Organized by the Valley Hunt Club—an exclusive club of wealthy emigrants from the Midwest and East Coast—the Tournament of Roses was to created in 1889 to draw tourists from other parts of the country, and to boast about Pasadena’s pleasant winter climate.
The first tournament was held on January 1, 1890, and for the next decade the event consisted of a small parade with modest horse-drawn floats, games of tug-of-war, and races between elephants, camels and other exotic animals. The event was immediately popular, and its popularity grew with each successive year, so that by 1895, the Valley Hunt Club could no longer handle the responsibilities of the parade. Thus in 1895 was born the Tournament of Roses Association, and in 1900, the city renamed “town lot” Tournament Park, in honor of the festival.
In an effort to draw more crowds, and, more importantly, the attention of the East Coast press, civic leaders also proposed a college football game . In 1902, the University of Michigan, led by legendary coach Fielding Yost, took on Stanford University in the first “Tournament East-West Football Game.”
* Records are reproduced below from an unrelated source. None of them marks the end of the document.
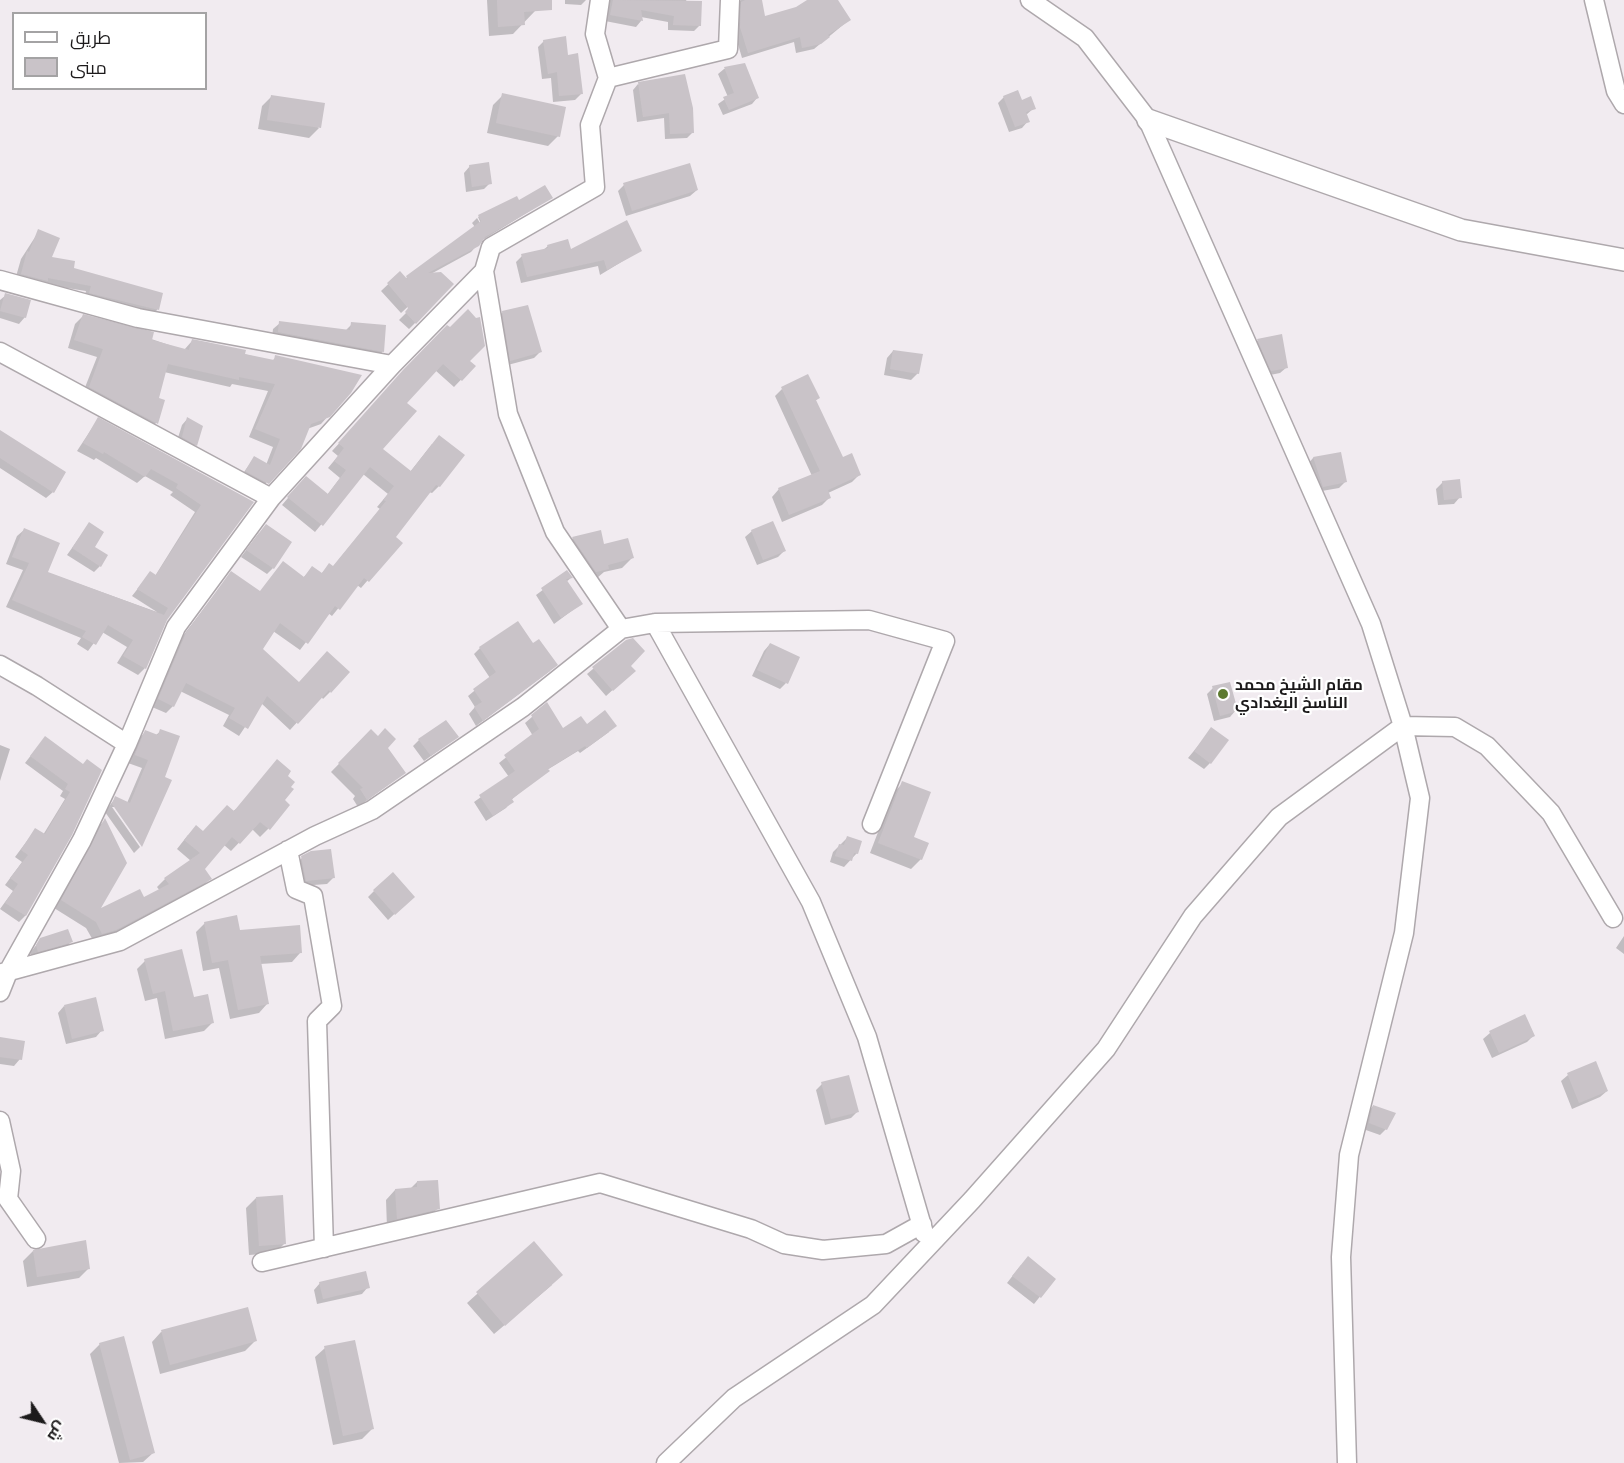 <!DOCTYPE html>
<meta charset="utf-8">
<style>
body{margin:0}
#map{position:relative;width:1624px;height:1463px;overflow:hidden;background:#f1ebf0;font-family:Raleway,Cairo,sans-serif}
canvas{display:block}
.legend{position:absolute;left:12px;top:12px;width:195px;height:78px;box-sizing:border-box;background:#fff;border:2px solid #a4a3a4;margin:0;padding:8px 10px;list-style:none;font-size:18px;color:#1c1a1b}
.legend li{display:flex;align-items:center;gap:12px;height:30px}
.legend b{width:30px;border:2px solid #a4a3a4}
.north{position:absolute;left:12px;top:1391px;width:60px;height:60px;-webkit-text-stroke:4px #fff;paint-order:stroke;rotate:125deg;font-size:16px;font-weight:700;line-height:24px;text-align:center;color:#1c1a1b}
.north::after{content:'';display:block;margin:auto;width:21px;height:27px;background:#1c1a1b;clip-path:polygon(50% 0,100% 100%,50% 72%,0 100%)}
</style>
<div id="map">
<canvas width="1624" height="1463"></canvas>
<ul class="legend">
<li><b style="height:8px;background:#fff"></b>طريق</li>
<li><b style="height:16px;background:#c9c3c8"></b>مبنى</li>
</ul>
<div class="north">ش</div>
</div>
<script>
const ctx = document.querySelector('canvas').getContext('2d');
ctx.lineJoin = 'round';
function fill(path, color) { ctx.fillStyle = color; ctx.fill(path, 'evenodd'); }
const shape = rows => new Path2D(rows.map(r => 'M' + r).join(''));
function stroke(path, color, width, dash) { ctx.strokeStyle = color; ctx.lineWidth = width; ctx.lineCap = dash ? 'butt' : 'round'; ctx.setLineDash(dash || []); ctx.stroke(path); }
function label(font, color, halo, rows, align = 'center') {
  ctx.font = font + ' Raleway,Cairo,sans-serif'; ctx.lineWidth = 4.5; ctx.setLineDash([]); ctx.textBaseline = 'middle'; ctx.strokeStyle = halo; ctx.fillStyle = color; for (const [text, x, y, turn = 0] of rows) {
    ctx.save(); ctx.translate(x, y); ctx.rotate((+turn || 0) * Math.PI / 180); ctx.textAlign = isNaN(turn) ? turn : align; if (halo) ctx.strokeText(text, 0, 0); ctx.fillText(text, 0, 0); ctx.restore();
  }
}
fill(shape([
 [487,0,534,0,535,11,513,34,489,36],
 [565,0,586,0,581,5,565,4],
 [603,0,686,0,700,25,694,31,668,30,668,22,641,17,641,21,636,27,605,21],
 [741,0,760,0,764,18,797,8,809,0,836,0,849,20,814,49,796,53,794,42,742,58,735,34,735,6],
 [544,41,567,57,581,94,575,100,553,102,551,78,542,79,538,47],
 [744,65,757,98,752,104,723,115,718,104,728,97,718,74,724,69],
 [638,84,693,132,687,138,665,139,664,118,637,122,633,90],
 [503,95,558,136,548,146,487,133,493,105],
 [272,96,319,128,309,138,258,129,262,106],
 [1004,97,1034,108,1026,115,1028,121,1022,128,1009,132,998,103],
 [470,166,490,183,484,189,466,192,464,173],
 [624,185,697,190,690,196,626,216,618,191],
 [516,198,519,202,551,198,481,241,471,252,429,275,415,323,409,329,399,320,415,304,413,302,401,313,381,291,400,273,405,279,475,227,472,223,477,218,483,228,478,217],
 [39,231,50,258,72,269,161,294,157,310,151,316,84,299,86,291,15,280,21,259],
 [548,246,570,251,641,250,600,275,598,266,521,283,516,262,522,256,542,251],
 [6,295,25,317,19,324,0,318,0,300],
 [503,312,540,352,534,358,504,366,496,319],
 [83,316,184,350,192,341,272,361,276,357,329,415,321,424,307,429,260,491,239,479,254,458,266,465,273,447,249,437,268,391,232,384,230,387,164,372,157,399,164,401,156,423,149,431,82,395,97,357,68,348,75,324],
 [280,323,345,331,352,324,383,351,377,358,272,338,273,329],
 [440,334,474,366,454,387,435,370,405,403,381,449,410,472,432,444,463,455,439,486,432,493,429,492,394,537,400,543,361,588,357,585,332,616,328,613,300,650,273,631,261,649,299,683,327,653,330,692,323,699,321,696,290,730,261,703,239,736,223,726,229,715,180,691,173,706,166,713,152,707,179,641,231,573,259,592,303,578,312,568,321,574,329,565,332,568,380,509,377,507,388,494,363,474,315,532,282,505,299,485,327,495,340,478,328,468,338,456,332,451],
 [1258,340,1287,367,1280,373,1265,376,1252,347],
 [893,351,918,373,911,380,884,375,887,358],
 [782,389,819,398,815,401,842,459,860,474,852,482,828,493,830,497,822,505,782,522,772,497,779,489,812,476,775,396],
 [188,418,196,445,190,451,176,444,182,425],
 [98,419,252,502,166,620,145,668,138,675,117,663,127,647,102,632,88,651,77,644,81,638,6,607,23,570,6,564,17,536,24,530,46,572,157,612,132,596,150,573,155,576,195,512,170,495,173,492,145,476,137,483,96,458,94,460,77,451],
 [0,440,53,492,46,498,0,468],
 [1340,453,1345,482,1339,488,1316,492,1307,465,1313,458],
 [1443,482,1460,497,1454,504,1438,505,1436,489],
 [89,524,93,547,100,566,94,572,67,555],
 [752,531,784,551,778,557,757,565,745,537],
 [600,532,603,546,632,558,622,568,604,572,597,578,563,548,573,538],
 [259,533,273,568,267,574,241,557],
 [567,572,571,578,566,582,581,604,554,624,536,595],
 [626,641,627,677,606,696,587,674],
 [770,644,786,683,780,689,752,676,764,651],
 [533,645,550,671,476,726,469,714,475,707,468,696,490,678,474,654,480,648],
 [1213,688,1236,710,1230,717,1214,721,1207,694],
 [547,704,563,730,586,726,609,732,580,753,578,751,547,770,511,800,512,801,506,808,486,821,474,802,509,777,499,763,533,736,525,723],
 [1212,729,1210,763,1204,769,1188,758],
 [161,731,142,844,116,807,112,807,140,847,134,853,105,812,116,797,127,803,142,768,128,763,138,740,145,732,156,735],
 [371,731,404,773,358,807,353,799,355,796,331,772],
 [457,737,424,761,413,746,419,740],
 [0,745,10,749,0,781],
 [39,745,82,765,71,834,25,916,19,922,0,909,13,891,5,885,22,862,15,857,35,830,43,835,65,799,60,796,63,791,25,763],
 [285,776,283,800,268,829,260,837,252,829,231,851,224,845,203,869,210,879,202,887,106,938,94,942,86,928,54,908,97,828,104,821,98,911,144,899,160,891,157,887,165,879,191,861,177,849,188,835,202,832],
 [903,783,912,838,921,859,911,869,870,853,893,793],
 [847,838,857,853,844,867,830,862,833,852],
 [302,858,333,878,327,884,300,886,295,864],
 [374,891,406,903,388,920,368,897],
 [205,923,300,953,292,962,260,964,267,1004,259,1013,230,1019,219,968,203,971,196,932],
 [1624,936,1624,954,1616,948],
 [41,939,71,942,65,948,32,957,30,953],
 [145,961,193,999,212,1023,204,1031,165,1039,157,998,145,1001,137,969],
 [64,1006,102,1030,96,1037,66,1044,58,1013],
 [1490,1033,1533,1036,1527,1042,1492,1058,1483,1039],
 [0,1038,20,1059,14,1066,0,1064],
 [1568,1075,1607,1091,1600,1097,1572,1109,1561,1081],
 [822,1084,858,1111,851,1118,825,1125,816,1090],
 [1373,1106,1386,1129,1380,1135,1363,1129,1367,1113],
 [417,1182,438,1208,428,1218,387,1228,386,1200,395,1190,410,1189],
 [256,1198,285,1243,275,1253,249,1255,246,1208],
 [534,1243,552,1285,494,1334,467,1303],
 [33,1251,89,1268,79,1278,27,1287,23,1261],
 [1021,1265,1054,1279,1034,1304,1007,1283],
 [320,1283,368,1287,362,1294,317,1304,314,1290],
 [161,1332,255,1341,245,1351,160,1374,152,1342],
 [100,1344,153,1453,143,1462,119,1463,90,1354],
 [325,1348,372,1429,362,1439,333,1445,315,1357]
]), '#0003');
fill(shape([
 [497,0,552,0,552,10,524,12,525,25,498,27],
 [613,0,702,1,701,26,673,25,674,16,641,10,643,21,610,15],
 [745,0,762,0,765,16,796,7,807,0,838,0,851,20,828,35,830,37,821,44,802,48,800,37,748,53,740,27,741,2],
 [566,36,568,55,578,53,583,94,559,96,557,72,548,74,543,40],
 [745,63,759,98,729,110,723,97,734,93,724,67],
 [685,74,693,108,694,133,670,134,669,113,643,117,638,82],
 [1018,90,1022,100,1031,96,1036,109,1026,112,1030,122,1015,127,1003,96],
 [502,93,566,107,560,137,496,123],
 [271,95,325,103,321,128,267,120],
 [489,162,492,184,472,187,469,165],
 [690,163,698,190,632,211,623,183],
 [545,185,553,198,485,237,479,246,428,273,441,272,454,284,416,324,405,312,408,308,387,283,400,271,408,280,406,276,481,221,478,215,517,196,519,200],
 [627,220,642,251,607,270,604,260,527,277,521,254,548,248,547,245,568,239,571,249],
 [38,229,60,238,52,257,75,261,74,268,163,293,159,310,89,293,91,286,48,278,48,281,21,274,27,251,29,252],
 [5,293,31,300,26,318,0,311],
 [528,305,542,352,510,361,502,311],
 [468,309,476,318,480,317,485,346,470,361,476,366,462,381,443,364,407,403,417,411,383,449,411,471,439,435,465,455,440,487,436,485,396,537,403,543,369,582,364,578,340,610,335,606,308,644,280,623,263,649,299,682,327,651,350,672,331,693,329,690,298,724,267,696,248,729,229,718,235,708,186,683,174,707,158,699,186,633,231,571,260,591,283,561,304,577,312,566,322,573,329,563,333,566,386,501,383,500,394,486,370,467,323,526,287,497,306,476,328,494,346,470,334,461,344,448,338,443,403,370,447,325,450,327],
 [83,314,154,332,152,340,189,350,192,339,246,350,245,354,274,360,275,355,362,375,351,393,330,417,311,424,301,449,269,484,245,471,254,456,270,465,280,439,255,429,275,384,239,377,239,380,168,364,159,398,165,400,158,424,89,387,103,349,74,340],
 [279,321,350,330,351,322,386,325,384,352,278,332],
 [1282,334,1288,368,1271,371,1257,339],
 [893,350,923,354,919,374,890,369],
 [808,374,820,398,816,400,843,457,852,453,861,475,828,490,831,498,789,515,778,488,820,471,781,387],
 [98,417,254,502,167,620,146,669,123,656,133,640,108,625,96,645,82,637,86,631,12,600,29,563,12,557,24,528,60,543,48,572,164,615,168,608,137,589,150,571,156,575,201,505,176,488,178,484,151,469,145,477,104,452,103,454,83,443],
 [187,417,203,426,197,446,182,437],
 [0,430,66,472,54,493,0,458],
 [1341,452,1347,482,1323,487,1313,457],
 [1460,479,1462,498,1444,500,1442,481],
 [773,521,786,551,763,560,751,530],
 [89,522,104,532,95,547,108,555,101,567,72,548],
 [266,524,292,542,274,569,246,550],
 [601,530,604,544,628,538,634,558,608,565,609,569,596,572,572,537],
 [567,570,573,578,566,579,583,604,561,618,541,588],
 [518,621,533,643,539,639,558,665,483,721,474,707,482,702,473,689,496,672,479,647],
 [633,638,645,651,631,666,636,671,613,691,592,667,626,640],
 [770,643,800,657,788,684,757,670],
 [1230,682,1238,711,1220,716,1212,686],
 [547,702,563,728,581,716,587,724,605,710,617,726,587,748,585,746,548,769,550,771,512,799,514,802,493,816,479,795,515,771,504,755,539,729,531,715],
 [446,720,459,737,431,756,418,739],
 [1211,727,1229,740,1211,764,1194,751],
 [385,728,396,739,388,748,406,773,367,800,360,789,363,788,338,763,371,729,378,736],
 [160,729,180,736,165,777,172,780,142,847,112,804,115,796,130,803,148,760,135,755,136,752,145,730,158,735],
 [45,736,83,764,87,759,102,770,72,835,26,916,5,903,18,884,10,878,28,855,21,850,35,828,45,834,70,792,65,789,68,784,30,756],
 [277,759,291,771,288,776,295,782,291,787,294,789,285,800,290,805,270,830,260,822,240,844,232,837,205,869,212,879,116,930,102,934,96,922,61,900,105,818,127,863,101,908,140,889,144,897,169,884,164,878,200,853,184,840,196,825,203,831,227,805,234,811],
 [902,781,931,792,914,837,929,843,922,860,878,843],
 [847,836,862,841,858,854,854,853,852,861,835,856,839,844,844,845],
 [331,849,335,878,306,881,301,856,311,851],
 [393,872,415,897,395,915,373,890],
 [237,915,240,930,300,925,302,953,260,956,269,1004,238,1010,228,960,212,963,204,922],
 [68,929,73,942,38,952,36,945,40,938],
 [182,949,194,997,208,994,214,1023,173,1031,165,991,153,994,144,959],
 [96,997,104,1031,72,1039,64,1005],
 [1525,1014,1535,1036,1499,1053,1489,1031],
 [0,1037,25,1041,22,1060,0,1057],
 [1596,1061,1608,1091,1579,1103,1567,1073],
 [849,1075,859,1112,831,1119,821,1082],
 [1373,1105,1396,1113,1387,1130,1369,1123],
 [438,1180,440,1209,397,1219,395,1189,417,1187,417,1181],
 [283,1195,286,1244,259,1246,256,1197],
 [86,1240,90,1269,37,1277,33,1250],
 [534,1241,563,1275,505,1326,476,1292],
 [1028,1256,1056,1279,1041,1298,1012,1276],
 [366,1271,370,1288,323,1299,319,1282],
 [248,1307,257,1341,170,1365,161,1330],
 [124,1336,155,1453,130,1460,99,1343],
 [355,1340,374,1429,343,1436,324,1346]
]), '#c9c3c8');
const minor = shape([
 [600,0,595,34,608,78],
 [1030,0,1085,38,1148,120,1371,624,1403,726,1420,798,1404,933,1349,1155,1341,1257,1347,1463],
 [1594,0,1616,91,1624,104],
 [484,271,508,414,555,532,621,629],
 [0,280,138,318,392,365],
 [0,352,271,498],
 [655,623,811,902,867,1037,924,1233],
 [0,665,37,686,127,744],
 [288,850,296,889,313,896,332,1006,317,1021,324,1248],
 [2,973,120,941,315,836,372,810,523,707,621,629,655,623,869,620,945,641,872,824],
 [0,992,8,972,82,840,127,744,176,627,271,498,392,365,484,271,491,247,595,187,590,125,608,78,728,49,730,0],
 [0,1121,11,1171,8,1199,36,1239],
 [262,1262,600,1183,751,1229,784,1244,823,1250,886,1244,922,1224],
 [666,1463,734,1398,873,1305,972,1200,1106,1049,1193,916,1279,817,1403,726,1455,727,1487,746,1551,813,1613,918]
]);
const tertiary = shape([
 [1148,120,1461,230,1624,260]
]);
stroke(minor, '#aea8ac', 21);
stroke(tertiary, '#aea8ac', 24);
stroke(minor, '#fff', 18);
stroke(tertiary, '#fff', 21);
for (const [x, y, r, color] of [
 [1223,694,6,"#5d7a30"]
]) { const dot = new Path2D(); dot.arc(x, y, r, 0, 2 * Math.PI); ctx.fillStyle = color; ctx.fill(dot); stroke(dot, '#fff', 2); }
label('bold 16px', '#1c1a1b', '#fff', [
 ["مقام الشيخ محمد",1235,685],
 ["الناسخ البغدادي",1235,703]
], 'left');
</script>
The game succeeded in drawing crowds, but Michigan’s staggering 49-0 victory over Stanford sent the roughly 8,500 spectators into pandemonium. Thereafter, football was deemed too dangerous, and beginning in 1904, it was replaced with chariot racing, a popular novelty at the time. Other features were added as well, including an unfortunately named comedy troupe called the Komical Knights of the Karnival (or “K.K.K.”), a sort of precursor to Pasadena’s Doo Dah Parade.
Though the chariot races attracted large crowds, they too were dangerous. Accidents were common and staging costs were high, and by 1915, they were abandoned and football reinstated.
By 1920, Tournament Park had become too small a venue to accommodate the game, and the city commissioned architect Myron Hunt to design a new stadium in the Arroyo Seco. The last football game was held at Tournament Park in 1922, and all future games were held at the new Rose Bowl stadium, which opened later that year. Caltech acquired most of Tournament Park and built it over.
Today the park consists only of a small stretch of grass with a playground and picnic area in the shadow of Caltech’s athletic facilities. A small stone plaque, placed in the park in 1962, commemorates the park’s historical significance, but other than that, you would never know that the event now watched by millions began here.